Not for lack of trying, mind you. Type systems are supposed to provide some assurance; Haskell has a highly-sophisticated type system that does this, to a degree. But you can never remove all of the uncertainty.

Consider the following function:

int add(int a, int b) { return a + b; }

What might go wrong with this function? I already know what you're thinking. Let's say that we've covered all of the bases, like checking for overflow, etc. What happens if a cosmic ray strikes the processor, causing it to execute

LaunchMissiles();

instead?

OK, maybe that's a bit contrived. But even simple functions like the add function above must operate in environments where the processor is constantly changing contexts, switching between multiple threads and cores. In an environment like that, anything can happen. If you doubt this, then consider that RAM is reliable, not because it is error free, but because it has a built-in system to correct the bit errors that inevitably occur.
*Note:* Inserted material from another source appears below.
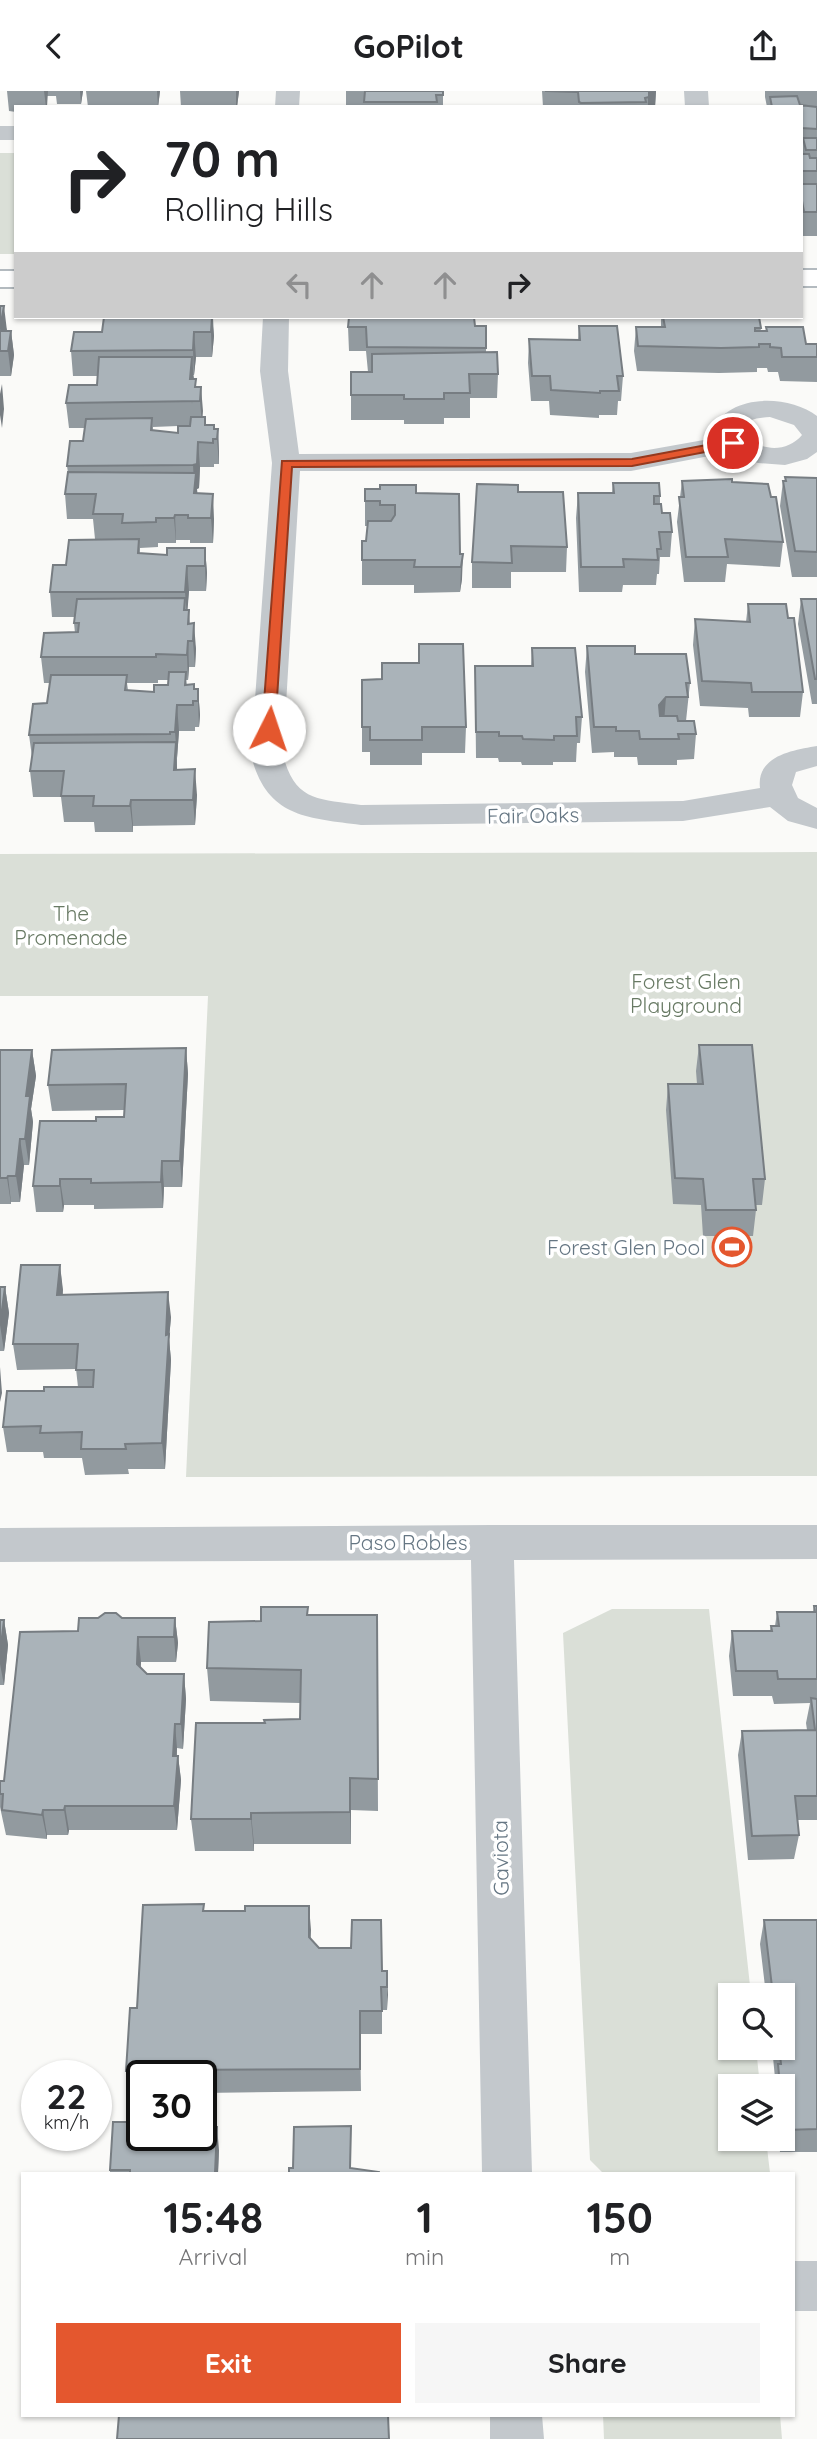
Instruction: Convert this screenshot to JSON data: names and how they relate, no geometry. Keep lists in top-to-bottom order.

I know what you're thinking. "But I'm talking about software, not hardware."

There are many techniques that can improve your confidence level that the software works the way it is supposed to. Functional programming is one of them. Functional programming allows you to better reason about concurrency. But functional programming is not a proof, any more than unit tests are.

Why? Because you have these things called edge cases.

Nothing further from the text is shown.